**WHAT YOU HAVE TO DO**
I need the number of lines in the following entries that hold the word "auto", and no other text.

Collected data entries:

┌──

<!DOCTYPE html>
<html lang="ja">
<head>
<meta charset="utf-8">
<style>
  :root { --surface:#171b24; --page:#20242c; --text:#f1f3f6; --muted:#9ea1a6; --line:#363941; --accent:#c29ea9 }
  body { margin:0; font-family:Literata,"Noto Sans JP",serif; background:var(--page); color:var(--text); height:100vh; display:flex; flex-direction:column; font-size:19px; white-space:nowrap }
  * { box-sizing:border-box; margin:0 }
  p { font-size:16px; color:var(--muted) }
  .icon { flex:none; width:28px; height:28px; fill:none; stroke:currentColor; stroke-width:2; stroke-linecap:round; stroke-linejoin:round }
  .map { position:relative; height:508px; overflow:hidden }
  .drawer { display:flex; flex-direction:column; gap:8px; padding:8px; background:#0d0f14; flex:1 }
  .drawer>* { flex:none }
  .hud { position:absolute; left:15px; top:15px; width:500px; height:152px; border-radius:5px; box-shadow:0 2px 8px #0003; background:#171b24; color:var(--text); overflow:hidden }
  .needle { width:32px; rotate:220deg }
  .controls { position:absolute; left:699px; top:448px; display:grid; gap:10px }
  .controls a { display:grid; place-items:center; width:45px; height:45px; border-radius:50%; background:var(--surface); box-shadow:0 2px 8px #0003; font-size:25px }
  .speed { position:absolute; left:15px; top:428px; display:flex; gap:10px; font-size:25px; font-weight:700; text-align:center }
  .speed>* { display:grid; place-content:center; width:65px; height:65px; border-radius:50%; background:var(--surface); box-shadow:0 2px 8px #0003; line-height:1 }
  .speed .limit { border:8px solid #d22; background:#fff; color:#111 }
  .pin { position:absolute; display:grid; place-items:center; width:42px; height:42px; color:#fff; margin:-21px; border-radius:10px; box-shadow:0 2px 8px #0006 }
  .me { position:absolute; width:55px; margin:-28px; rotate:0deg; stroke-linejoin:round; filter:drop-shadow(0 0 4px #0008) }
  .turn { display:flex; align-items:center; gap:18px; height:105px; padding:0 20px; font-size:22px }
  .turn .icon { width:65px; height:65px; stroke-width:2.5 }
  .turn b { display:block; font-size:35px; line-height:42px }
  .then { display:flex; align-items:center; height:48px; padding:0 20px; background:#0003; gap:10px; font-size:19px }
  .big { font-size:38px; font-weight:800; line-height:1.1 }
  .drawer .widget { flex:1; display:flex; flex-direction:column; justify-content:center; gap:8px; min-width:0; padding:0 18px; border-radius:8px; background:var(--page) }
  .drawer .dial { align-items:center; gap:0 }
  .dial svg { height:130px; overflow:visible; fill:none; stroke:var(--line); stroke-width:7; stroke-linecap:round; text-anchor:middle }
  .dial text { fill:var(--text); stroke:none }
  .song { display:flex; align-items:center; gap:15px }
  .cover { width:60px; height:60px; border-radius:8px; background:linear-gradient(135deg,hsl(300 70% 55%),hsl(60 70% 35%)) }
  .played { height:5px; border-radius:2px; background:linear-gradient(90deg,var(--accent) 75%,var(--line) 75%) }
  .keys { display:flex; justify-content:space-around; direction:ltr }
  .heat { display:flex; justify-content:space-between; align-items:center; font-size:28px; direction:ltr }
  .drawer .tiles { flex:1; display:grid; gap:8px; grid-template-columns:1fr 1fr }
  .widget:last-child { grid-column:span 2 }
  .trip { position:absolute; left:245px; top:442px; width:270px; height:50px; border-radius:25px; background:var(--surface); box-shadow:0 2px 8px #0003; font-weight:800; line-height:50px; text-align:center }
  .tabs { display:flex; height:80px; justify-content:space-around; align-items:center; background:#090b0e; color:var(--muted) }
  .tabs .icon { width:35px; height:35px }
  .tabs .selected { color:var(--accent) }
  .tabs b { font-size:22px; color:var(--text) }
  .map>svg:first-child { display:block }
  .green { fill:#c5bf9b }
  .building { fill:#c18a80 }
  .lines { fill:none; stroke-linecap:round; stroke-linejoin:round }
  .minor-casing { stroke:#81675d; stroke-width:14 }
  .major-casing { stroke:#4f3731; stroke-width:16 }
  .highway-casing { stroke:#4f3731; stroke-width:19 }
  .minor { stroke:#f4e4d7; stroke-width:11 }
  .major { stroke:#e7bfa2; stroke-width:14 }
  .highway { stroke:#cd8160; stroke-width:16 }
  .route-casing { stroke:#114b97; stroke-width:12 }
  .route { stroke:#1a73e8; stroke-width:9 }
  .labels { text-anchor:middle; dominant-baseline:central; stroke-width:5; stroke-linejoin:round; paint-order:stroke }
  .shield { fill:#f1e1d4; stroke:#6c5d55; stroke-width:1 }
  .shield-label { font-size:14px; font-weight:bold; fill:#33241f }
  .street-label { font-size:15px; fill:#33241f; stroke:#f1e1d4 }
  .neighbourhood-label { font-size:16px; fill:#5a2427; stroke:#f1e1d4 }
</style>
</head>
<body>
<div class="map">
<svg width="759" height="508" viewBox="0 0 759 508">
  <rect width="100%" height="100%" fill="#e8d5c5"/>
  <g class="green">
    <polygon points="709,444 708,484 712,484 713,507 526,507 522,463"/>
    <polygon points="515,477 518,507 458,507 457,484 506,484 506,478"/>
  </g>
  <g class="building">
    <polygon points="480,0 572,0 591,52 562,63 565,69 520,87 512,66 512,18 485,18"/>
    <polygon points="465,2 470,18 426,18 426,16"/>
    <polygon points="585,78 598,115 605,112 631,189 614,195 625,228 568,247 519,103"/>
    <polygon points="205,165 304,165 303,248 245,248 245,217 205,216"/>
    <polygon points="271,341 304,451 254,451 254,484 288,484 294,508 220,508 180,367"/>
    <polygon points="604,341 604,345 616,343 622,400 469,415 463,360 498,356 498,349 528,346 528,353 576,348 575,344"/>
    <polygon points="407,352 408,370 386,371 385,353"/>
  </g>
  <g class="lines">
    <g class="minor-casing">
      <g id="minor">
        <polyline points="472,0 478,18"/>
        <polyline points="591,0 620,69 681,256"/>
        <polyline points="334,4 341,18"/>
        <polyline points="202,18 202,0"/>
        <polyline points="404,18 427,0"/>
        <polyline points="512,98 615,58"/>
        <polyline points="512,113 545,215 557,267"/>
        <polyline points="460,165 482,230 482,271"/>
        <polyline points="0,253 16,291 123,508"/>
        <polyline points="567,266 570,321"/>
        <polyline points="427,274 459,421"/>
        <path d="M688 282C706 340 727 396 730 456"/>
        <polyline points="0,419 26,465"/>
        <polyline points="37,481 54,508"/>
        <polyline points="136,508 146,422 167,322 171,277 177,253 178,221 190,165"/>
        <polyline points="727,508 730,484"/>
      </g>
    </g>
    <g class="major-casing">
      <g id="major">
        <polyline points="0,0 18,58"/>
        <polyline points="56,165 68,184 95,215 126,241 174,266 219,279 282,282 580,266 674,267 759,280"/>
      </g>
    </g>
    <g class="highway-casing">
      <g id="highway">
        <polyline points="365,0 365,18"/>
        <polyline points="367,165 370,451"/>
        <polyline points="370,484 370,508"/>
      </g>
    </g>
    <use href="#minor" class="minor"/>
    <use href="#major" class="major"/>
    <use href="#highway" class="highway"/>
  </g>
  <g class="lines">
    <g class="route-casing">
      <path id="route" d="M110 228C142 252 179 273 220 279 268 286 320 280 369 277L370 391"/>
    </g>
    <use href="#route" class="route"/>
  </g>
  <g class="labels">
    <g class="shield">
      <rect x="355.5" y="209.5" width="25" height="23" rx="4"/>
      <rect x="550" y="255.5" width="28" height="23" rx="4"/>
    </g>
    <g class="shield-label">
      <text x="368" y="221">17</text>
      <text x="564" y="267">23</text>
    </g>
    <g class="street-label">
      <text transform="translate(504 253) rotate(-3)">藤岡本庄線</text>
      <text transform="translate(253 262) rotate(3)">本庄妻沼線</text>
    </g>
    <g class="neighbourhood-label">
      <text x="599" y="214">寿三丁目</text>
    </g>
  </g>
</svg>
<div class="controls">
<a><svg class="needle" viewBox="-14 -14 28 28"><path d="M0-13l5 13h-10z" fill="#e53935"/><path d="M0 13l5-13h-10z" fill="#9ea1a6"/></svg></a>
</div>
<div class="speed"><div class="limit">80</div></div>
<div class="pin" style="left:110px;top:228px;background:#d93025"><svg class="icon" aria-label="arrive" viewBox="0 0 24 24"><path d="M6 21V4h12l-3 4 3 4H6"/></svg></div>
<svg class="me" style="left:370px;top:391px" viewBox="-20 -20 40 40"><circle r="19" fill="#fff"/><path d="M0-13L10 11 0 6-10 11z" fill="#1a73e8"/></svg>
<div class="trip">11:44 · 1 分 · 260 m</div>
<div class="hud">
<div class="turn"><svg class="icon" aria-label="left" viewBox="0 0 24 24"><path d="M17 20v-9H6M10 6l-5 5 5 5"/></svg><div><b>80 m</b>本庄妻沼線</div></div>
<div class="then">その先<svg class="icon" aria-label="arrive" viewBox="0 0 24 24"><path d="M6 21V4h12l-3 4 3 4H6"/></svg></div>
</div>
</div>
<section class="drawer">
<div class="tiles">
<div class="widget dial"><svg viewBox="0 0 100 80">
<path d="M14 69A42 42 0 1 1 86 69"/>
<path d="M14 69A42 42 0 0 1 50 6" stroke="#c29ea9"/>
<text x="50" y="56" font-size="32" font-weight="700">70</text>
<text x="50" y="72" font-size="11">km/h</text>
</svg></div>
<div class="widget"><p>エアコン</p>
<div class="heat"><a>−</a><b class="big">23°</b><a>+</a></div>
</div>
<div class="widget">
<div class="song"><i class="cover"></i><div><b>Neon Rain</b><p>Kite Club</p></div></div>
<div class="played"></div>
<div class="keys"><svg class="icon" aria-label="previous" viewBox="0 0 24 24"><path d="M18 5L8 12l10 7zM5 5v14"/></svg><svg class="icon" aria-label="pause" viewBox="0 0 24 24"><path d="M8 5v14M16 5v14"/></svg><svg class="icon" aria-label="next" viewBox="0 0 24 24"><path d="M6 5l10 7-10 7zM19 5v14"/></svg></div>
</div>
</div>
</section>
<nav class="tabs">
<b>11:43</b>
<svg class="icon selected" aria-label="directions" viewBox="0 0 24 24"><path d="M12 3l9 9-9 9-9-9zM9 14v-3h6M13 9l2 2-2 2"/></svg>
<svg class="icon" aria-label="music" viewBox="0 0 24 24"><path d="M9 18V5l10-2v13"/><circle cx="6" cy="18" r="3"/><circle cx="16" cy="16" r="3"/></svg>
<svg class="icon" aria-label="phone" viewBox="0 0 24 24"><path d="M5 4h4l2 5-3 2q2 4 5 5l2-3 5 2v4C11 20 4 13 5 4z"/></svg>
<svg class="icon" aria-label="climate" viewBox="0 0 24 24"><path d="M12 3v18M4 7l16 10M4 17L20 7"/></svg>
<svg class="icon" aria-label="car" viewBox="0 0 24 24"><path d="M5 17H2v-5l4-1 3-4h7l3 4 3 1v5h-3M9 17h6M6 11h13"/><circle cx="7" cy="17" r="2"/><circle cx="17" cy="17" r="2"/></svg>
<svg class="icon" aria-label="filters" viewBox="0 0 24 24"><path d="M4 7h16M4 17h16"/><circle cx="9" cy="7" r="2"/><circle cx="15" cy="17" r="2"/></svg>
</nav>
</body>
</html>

└──
┌──

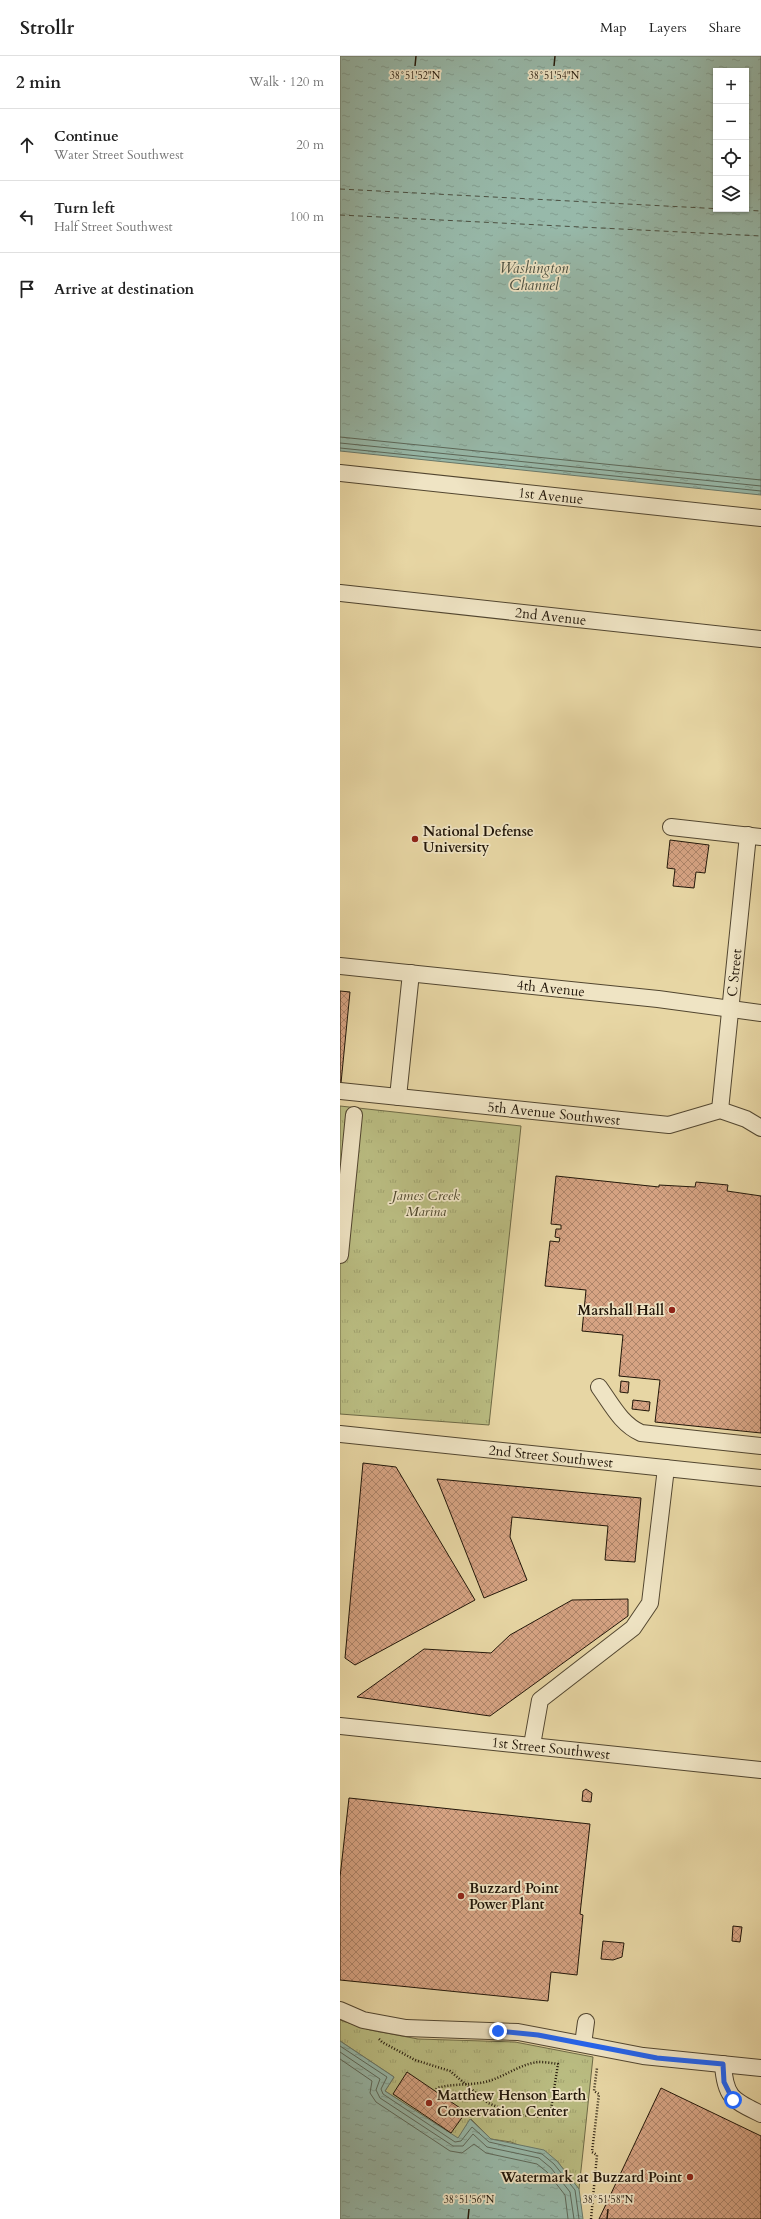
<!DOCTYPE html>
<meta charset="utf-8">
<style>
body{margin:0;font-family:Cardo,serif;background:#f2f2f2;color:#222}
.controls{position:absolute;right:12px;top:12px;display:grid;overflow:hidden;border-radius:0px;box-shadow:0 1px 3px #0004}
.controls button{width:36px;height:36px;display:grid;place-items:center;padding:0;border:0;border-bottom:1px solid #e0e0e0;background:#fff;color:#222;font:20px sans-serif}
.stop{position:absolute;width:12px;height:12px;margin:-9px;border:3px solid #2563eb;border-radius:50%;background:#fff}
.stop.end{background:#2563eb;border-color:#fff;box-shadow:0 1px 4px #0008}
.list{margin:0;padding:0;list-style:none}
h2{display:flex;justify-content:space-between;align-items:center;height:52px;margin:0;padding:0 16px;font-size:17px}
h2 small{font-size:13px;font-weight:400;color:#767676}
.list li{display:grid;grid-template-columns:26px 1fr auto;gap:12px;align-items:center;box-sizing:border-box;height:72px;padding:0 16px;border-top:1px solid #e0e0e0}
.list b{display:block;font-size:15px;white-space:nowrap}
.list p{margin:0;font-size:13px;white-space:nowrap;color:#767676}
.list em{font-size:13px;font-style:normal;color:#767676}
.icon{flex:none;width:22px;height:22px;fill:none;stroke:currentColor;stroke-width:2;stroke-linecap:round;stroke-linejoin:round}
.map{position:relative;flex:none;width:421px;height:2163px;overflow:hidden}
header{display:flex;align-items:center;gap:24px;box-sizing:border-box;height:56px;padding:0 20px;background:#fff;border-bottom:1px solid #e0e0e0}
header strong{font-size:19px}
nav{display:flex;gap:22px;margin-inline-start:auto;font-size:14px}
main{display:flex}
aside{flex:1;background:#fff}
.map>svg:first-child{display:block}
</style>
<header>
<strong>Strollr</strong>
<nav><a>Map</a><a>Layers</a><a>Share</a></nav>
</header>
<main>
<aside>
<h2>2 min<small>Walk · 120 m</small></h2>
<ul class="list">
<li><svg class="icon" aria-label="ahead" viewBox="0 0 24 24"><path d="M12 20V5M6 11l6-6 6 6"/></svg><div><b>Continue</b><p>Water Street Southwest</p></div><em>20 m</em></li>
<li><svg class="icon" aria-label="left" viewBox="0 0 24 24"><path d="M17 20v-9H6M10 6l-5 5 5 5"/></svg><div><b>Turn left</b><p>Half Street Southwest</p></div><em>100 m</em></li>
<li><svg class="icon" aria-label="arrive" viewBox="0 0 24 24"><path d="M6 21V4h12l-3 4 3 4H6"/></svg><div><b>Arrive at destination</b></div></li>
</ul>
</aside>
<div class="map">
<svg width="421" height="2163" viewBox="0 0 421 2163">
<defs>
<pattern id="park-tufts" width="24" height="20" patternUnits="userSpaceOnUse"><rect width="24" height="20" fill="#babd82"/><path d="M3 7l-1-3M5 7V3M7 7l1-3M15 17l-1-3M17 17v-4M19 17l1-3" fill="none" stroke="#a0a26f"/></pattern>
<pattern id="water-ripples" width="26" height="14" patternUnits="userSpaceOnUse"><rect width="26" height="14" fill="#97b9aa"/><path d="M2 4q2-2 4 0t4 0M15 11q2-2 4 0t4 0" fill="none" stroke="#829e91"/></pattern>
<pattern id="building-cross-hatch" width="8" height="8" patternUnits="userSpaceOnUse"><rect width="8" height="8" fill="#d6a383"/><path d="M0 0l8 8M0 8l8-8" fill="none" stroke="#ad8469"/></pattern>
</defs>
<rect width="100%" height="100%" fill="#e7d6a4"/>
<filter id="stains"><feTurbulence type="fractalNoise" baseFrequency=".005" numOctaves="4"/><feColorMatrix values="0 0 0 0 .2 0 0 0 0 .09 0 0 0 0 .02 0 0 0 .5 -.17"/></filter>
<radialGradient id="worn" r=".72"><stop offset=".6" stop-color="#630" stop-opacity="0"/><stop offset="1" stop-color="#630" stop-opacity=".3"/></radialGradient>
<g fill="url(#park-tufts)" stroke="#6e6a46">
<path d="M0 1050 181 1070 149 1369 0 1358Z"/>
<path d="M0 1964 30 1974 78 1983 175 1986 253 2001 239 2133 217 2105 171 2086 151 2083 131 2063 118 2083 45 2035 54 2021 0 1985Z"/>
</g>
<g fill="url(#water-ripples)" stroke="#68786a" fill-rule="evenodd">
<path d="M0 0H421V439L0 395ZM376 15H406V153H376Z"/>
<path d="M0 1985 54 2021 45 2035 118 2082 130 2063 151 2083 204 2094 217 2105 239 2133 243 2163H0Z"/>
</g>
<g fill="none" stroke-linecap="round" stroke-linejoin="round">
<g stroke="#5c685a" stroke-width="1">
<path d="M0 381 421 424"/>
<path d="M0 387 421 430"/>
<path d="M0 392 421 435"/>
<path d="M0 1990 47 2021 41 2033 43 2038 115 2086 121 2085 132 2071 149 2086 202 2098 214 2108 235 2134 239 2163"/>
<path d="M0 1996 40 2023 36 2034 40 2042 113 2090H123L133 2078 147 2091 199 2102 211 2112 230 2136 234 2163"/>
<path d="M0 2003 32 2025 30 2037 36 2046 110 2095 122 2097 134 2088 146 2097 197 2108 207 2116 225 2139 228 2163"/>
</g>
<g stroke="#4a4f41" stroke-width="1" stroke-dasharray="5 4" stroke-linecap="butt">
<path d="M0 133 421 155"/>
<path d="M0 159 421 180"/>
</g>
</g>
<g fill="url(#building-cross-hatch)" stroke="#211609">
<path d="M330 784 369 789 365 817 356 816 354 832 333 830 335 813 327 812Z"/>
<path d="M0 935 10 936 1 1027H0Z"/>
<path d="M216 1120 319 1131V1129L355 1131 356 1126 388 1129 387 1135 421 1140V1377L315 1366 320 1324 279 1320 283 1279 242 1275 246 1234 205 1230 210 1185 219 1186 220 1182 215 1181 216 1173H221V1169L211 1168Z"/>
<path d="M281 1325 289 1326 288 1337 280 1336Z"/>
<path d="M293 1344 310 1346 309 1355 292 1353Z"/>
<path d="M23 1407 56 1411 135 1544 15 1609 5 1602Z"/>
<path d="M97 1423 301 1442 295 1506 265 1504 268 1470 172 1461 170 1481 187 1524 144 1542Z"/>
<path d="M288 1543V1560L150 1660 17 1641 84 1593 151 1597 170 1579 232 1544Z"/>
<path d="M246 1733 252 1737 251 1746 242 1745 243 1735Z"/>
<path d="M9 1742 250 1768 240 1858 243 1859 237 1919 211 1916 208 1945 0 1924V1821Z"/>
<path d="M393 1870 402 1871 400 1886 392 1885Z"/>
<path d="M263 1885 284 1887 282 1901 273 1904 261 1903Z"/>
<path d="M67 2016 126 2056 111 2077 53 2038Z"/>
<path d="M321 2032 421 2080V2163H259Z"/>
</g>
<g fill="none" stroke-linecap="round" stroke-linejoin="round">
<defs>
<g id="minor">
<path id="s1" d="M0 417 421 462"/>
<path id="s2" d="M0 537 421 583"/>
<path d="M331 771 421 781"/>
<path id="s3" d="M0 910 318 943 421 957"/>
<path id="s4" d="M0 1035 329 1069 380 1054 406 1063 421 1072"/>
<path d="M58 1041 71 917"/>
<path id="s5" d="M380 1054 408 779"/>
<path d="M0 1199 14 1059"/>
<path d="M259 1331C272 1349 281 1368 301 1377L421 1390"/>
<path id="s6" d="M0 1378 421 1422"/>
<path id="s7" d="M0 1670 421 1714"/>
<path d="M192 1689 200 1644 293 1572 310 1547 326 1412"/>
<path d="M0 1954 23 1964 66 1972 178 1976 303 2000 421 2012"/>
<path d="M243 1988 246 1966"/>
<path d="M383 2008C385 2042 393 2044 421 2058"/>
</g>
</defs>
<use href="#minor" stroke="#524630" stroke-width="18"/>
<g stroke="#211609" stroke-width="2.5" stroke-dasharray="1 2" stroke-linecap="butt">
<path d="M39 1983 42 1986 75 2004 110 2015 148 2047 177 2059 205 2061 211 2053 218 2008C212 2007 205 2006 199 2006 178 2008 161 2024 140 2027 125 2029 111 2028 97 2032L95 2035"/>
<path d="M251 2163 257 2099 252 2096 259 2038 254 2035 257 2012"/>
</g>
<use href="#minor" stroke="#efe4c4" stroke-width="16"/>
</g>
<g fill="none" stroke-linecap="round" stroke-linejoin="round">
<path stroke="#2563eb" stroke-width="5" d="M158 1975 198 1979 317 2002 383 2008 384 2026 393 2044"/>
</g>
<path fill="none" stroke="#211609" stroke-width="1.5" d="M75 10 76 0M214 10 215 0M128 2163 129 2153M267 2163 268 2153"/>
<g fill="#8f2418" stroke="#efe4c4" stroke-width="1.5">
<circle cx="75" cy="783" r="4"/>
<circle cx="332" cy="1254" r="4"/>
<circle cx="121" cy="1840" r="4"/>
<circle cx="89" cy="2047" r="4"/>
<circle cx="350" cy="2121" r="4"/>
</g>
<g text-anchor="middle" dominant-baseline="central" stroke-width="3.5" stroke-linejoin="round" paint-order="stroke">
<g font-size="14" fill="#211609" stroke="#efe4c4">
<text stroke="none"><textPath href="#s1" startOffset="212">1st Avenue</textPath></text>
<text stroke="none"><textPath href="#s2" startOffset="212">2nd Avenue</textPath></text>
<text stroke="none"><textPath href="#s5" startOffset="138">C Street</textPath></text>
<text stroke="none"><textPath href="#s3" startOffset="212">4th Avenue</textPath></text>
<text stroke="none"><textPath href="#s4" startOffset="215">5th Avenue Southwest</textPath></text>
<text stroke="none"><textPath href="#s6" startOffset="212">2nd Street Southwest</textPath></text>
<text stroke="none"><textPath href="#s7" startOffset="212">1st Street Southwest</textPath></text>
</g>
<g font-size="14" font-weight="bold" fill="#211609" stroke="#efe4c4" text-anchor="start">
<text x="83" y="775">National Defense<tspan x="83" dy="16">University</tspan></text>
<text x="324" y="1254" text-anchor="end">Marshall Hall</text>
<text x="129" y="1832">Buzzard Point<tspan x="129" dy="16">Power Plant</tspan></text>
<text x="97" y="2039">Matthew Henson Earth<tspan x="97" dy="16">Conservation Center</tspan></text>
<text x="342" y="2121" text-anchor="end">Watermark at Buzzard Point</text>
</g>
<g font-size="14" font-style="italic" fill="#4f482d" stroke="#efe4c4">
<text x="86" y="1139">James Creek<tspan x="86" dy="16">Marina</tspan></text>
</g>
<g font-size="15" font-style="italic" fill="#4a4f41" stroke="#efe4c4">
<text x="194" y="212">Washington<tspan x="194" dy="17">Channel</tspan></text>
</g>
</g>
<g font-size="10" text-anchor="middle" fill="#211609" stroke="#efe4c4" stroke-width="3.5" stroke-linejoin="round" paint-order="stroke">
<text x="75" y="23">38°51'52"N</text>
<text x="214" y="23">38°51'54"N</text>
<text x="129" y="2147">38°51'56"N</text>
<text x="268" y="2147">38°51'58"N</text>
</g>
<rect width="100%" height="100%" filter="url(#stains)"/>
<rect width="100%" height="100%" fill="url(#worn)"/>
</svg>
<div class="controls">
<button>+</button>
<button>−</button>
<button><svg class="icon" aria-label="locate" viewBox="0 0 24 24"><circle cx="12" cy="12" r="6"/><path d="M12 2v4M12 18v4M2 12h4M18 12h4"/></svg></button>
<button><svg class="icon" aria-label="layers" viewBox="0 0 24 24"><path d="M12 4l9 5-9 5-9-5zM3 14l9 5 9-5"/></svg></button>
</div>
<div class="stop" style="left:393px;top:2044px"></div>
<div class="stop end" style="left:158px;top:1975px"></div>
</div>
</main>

└──

**ANSWER BELOW**
2